People's living in the village are Hindu and Muslim. There are Bishnoi, Jat, Brahmins, Dhanak, Chamar, Thakar, Maniyar(Hindu), Maniyar(Muslim), Yadav, Balmiki, Baniya, Khati, Nai, Dhobi, Chimpi, Sunar and some other castes.

===Literacy rate===
Nalwa village has lower literacy rate compared to Haryana. In 2011, literacy rate of Nalwa village was 69.24% compared to 75.55% of Haryana. In Nalwa Male literacy stands at 79.16% while female literacy rate was 58.20%.

===Sex ratio===
In Nalwa village population of children with age 0-6 is 657 which makes up 14.08% of total population of village. Average Sex Ratio of Nalwa village is 899 which is higher than Haryana state average of 879. Child Sex Ratio for the Nalwa as per census is 899, higher than Haryana average of 834.

===Caste factor===
Nalwa village of Hisar has substantial population of Scheduled Caste. Scheduled Caste (SC) constitutes 28.83% of total population in Nalwa village. The village Nalwa currently doesn't have any Scheduled Tribe (ST) population.

==Transportation==

===Road===
The village lies on State Highway (Major District Road 108). MDR 108 from Hisar to Bhiwani connects it to Tosham and other near by villages.

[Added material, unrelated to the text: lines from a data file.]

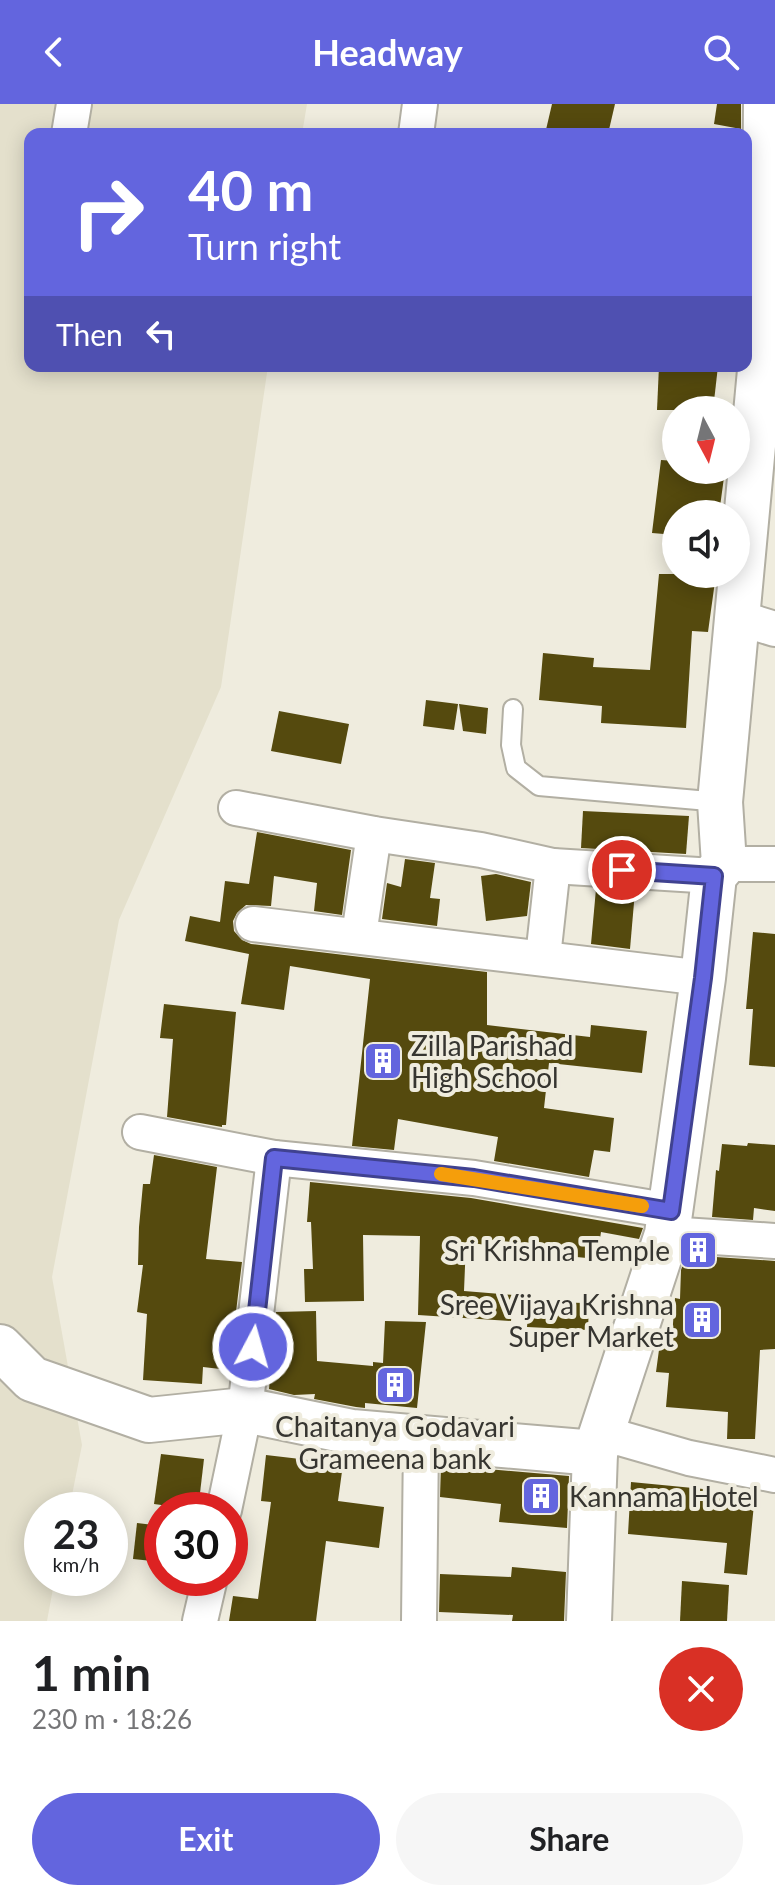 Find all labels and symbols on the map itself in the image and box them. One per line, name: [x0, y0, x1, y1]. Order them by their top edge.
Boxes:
north arrow: [662, 396, 750, 484]
pin: [588, 836, 656, 904]
place label: Zilla Parishad High School: [411, 1028, 573, 1094]
building icon: Zilla Parishad High School: [362, 1040, 404, 1082]
building icon: Sri Krishna Temple: [677, 1229, 719, 1271]
place label: Sri Krishna Temple: [444, 1233, 670, 1267]
place label: Sree Vijaya Krishna Super Market: [440, 1287, 674, 1353]
building icon: Sree Vijaya Krishna Super Market: [681, 1299, 723, 1341]
position arrow: [211, 1305, 295, 1389]
building icon: Chaitanya Godavari Grameena bank: [374, 1364, 416, 1406]
place label: Chaitanya Godavari Grameena bank: [275, 1409, 515, 1475]
building icon: Kannama Hotel: [520, 1475, 562, 1517]
place label: Kannama Hotel: [569, 1479, 759, 1513]
speed limit sign: 30: [144, 1492, 248, 1596] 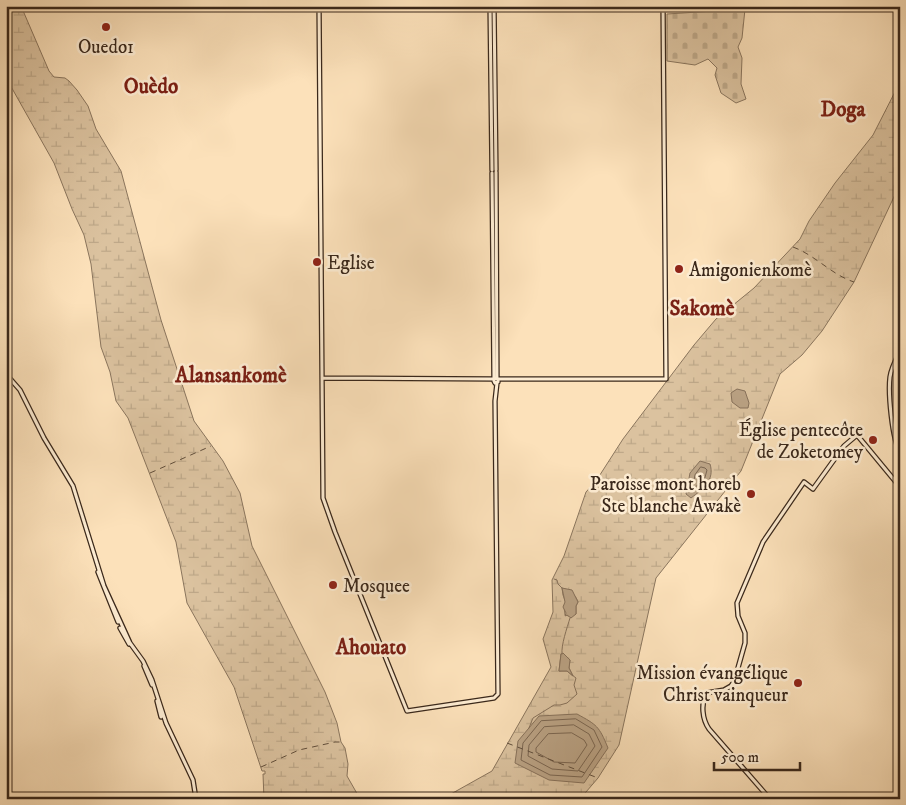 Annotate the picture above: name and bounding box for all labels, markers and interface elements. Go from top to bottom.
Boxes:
marker: Ouedo1 [100,21,112,33]
place label: Ouedo1 [78,36,134,59]
district label: Ouèdo [124,74,178,100]
district label: Doga [820,97,867,123]
place label: Eglise [327,252,375,275]
marker: Eglise [311,256,323,268]
place label: Amigonienkomè [689,259,812,282]
marker: Amigonienkomè [673,263,685,275]
district label: Sakomè [670,296,735,322]
district label: Alansankomè [174,363,287,389]
place label: Église pentecôte de Zoketomey [739,418,864,464]
marker: Église pentecôte de Zoketomey [867,434,879,446]
place label: Paroisse mont horeb Ste blanche Awakè [590,473,741,518]
marker: Paroisse mont horeb Ste blanche Awakè [745,488,757,500]
place label: Mosquee [343,575,410,599]
marker: Mosquee [327,579,339,591]
district label: Ahouato [335,635,406,661]
place label: Mission évangélique Christ vainqueur [637,662,788,708]
marker: Mission évangélique Christ vainqueur [792,677,804,689]
scale bar [714,740,800,772]
text: 500 m [721,748,759,767] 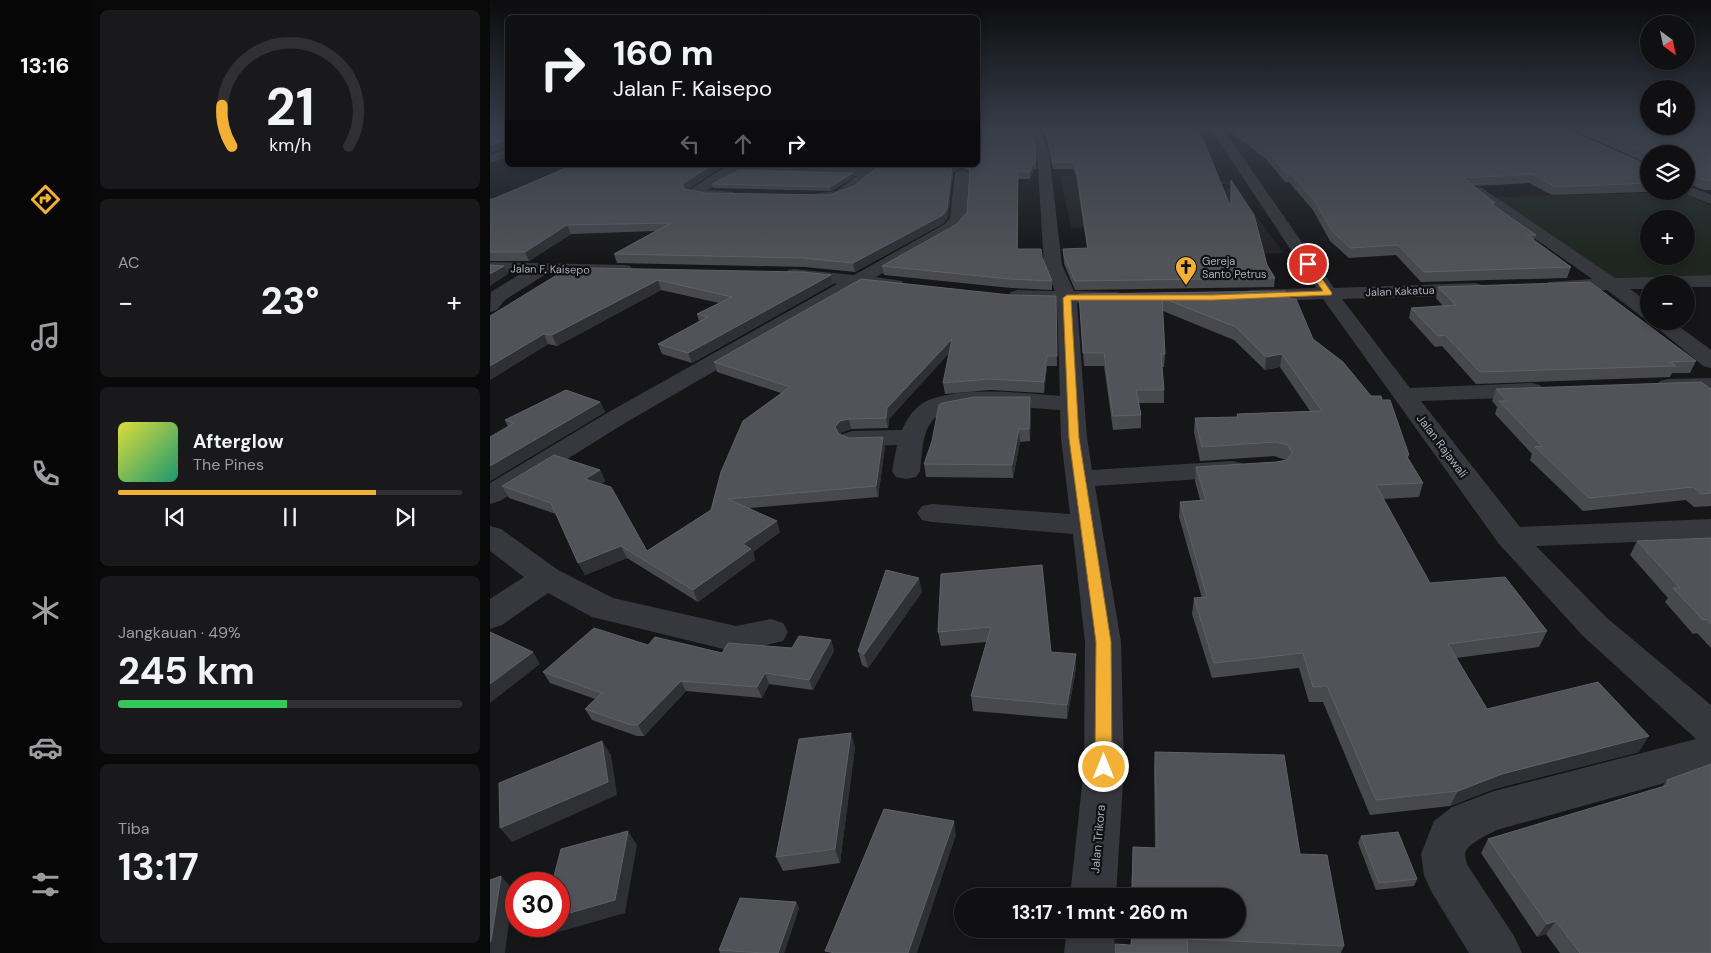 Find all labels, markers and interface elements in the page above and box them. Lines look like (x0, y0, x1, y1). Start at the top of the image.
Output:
north arrow (1640, 15, 1695, 70)
map controls (1640, 15, 1695, 330)
text: 160 m (613, 30, 714, 76)
icon: right (530, 35, 595, 100)
text: 13:16 (21, 51, 69, 80)
text: 21 (266, 73, 314, 141)
text: Jalan F. Kaisepo (613, 74, 772, 103)
button: sound (1640, 80, 1695, 135)
icon: left (676, 130, 704, 158)
icon: ahead (729, 130, 757, 158)
icon: right (782, 130, 810, 158)
text: km/h (269, 133, 311, 157)
button: layers (1640, 145, 1695, 200)
icon: directions (28, 182, 63, 217)
button: + (1640, 210, 1695, 265)
pin (1287, 243, 1329, 285)
icon: arrive (1294, 250, 1322, 278)
text: AC (118, 252, 139, 273)
place label: Gereja Santo Petrus (1202, 254, 1267, 281)
church icon: Gereja Santo Petrus (1174, 255, 1198, 286)
street label: Jalan F. Kaisepo (510, 261, 590, 277)
button: − (1640, 275, 1695, 330)
text: 23° (261, 276, 319, 326)
street label: Jalan Kakatua (1365, 283, 1435, 299)
text: − (118, 284, 133, 321)
text: + (447, 284, 462, 321)
icon: music (28, 319, 63, 354)
street label: Jalan Rajawali (1413, 411, 1471, 481)
text: Afterglow (193, 429, 284, 454)
text: The Pines (193, 454, 264, 475)
icon: phone (28, 456, 63, 491)
icon: previous (161, 503, 189, 531)
icon: pause (276, 503, 304, 531)
icon: next (391, 503, 419, 531)
icon: climate (28, 593, 63, 628)
text: Jangkauan · 49% (118, 622, 241, 643)
text: 245 km (118, 646, 255, 696)
icon: car (28, 730, 63, 765)
position arrow (1077, 740, 1129, 792)
street label: Jalan Trikora (1087, 804, 1109, 874)
text: Tiba (118, 818, 150, 839)
text: 13:17 (118, 842, 199, 892)
icon: filters (28, 867, 63, 902)
speed limit sign: 30 (505, 872, 570, 937)
text: 13:17 · 1 mnt · 260 m (1012, 900, 1188, 925) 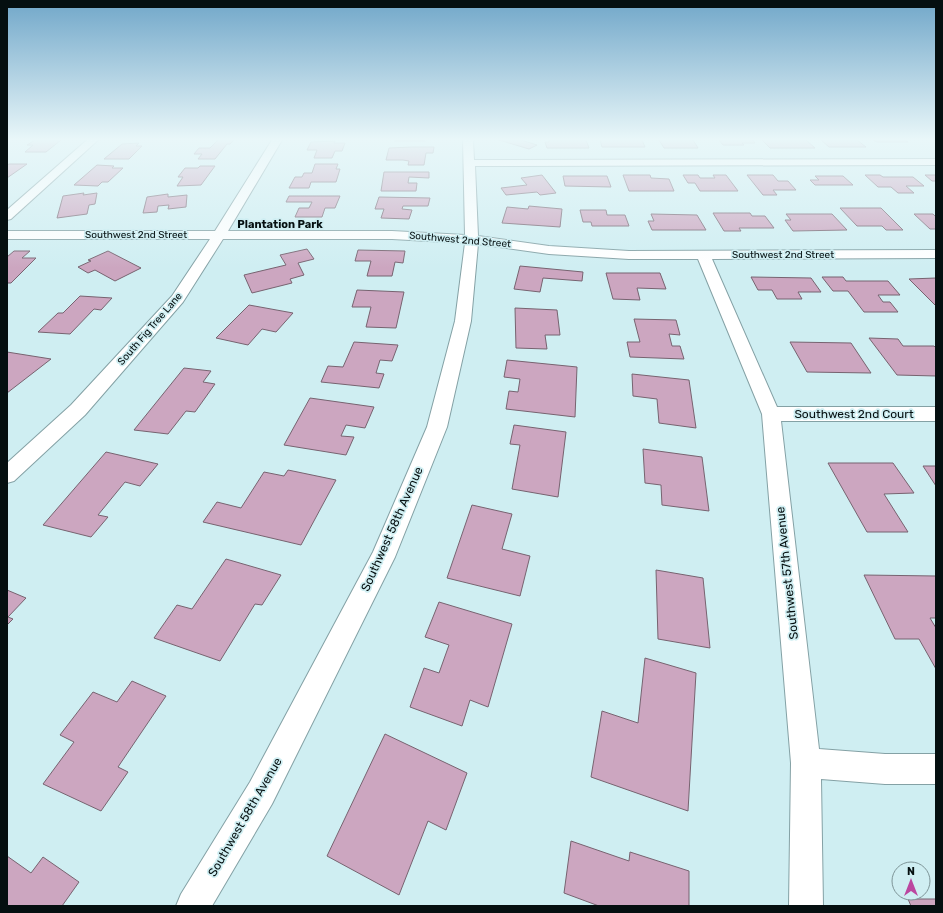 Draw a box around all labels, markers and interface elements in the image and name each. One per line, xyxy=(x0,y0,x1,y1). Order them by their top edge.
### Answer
district label: Plantation Park xyxy=(237,218,323,231)
street label: Southwest 2nd Street xyxy=(85,229,187,241)
street label: Southwest 2nd Street xyxy=(409,230,511,250)
street label: Southwest 2nd Street xyxy=(732,249,834,261)
street label: South Fig Tree Lane xyxy=(115,290,185,368)
street label: Southwest 2nd Court xyxy=(794,407,914,421)
street label: Southwest 58th Avenue xyxy=(358,464,426,593)
street label: Southwest 57th Avenue xyxy=(773,506,801,640)
street label: Southwest 58th Avenue xyxy=(205,755,285,879)
north arrow xyxy=(891,861,931,901)
text: N xyxy=(907,865,915,878)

Bus service is the major means of transport in the village. Bus services are provided by Haryana Roadways and other private operators. Nalwa Bus Stand was established in 2016.

Nalwa is well-connected by the metalled asphalt (paved bitumen) road. List of the nearby city and villages away from the village→
- Hisar 28 km
- Tosham 13 km
- Bhiwani 35 km
- Hansi 25 km
- Siwani 26 km
- Balawas 1.5 km
- Kanwari 4 km
- khanak 5 km
- New Delhi 168 km
- Chandigarh 265 km via Hisar

===Train connectivity===
Nalwa does not have a rail station. Nearest major train stations accessible by road are 28 km at Hisar, 25 km at Hansi and 35 km at Bhiwani city.

===Airport connectivity===
Hisar Airport, the nearest functional airport and flying training club is 28 km away. Currently, there are no commercial domestic or international flights from this airport. Nearest domestic and international airports are 200 km at Indira Gandhi International Airport at Delhi and 260 km Chandigarh International Airport.

==Education==
According to the data maintained by the Government of India's Department of Statistics, the Government College, Nalwa was established in 1985, Government ITI in 1980.

== Nalwa Assembly constituency ==
Nalwa became a new Assembly constituency of Legislative Assembly of Haryana by the 2008 delimitation exercise. Earlier, most of the villages of this constituency were under Adampur, a stronghold of Bhajan Lal. Some of the villages were earlier with the Bawani Khera Constituency.

==Geography==
Mayapuri, 2 km on the Nalwa-Tosham road forms a small part of Nalwa. Nalwa is a spiritual place with many temples.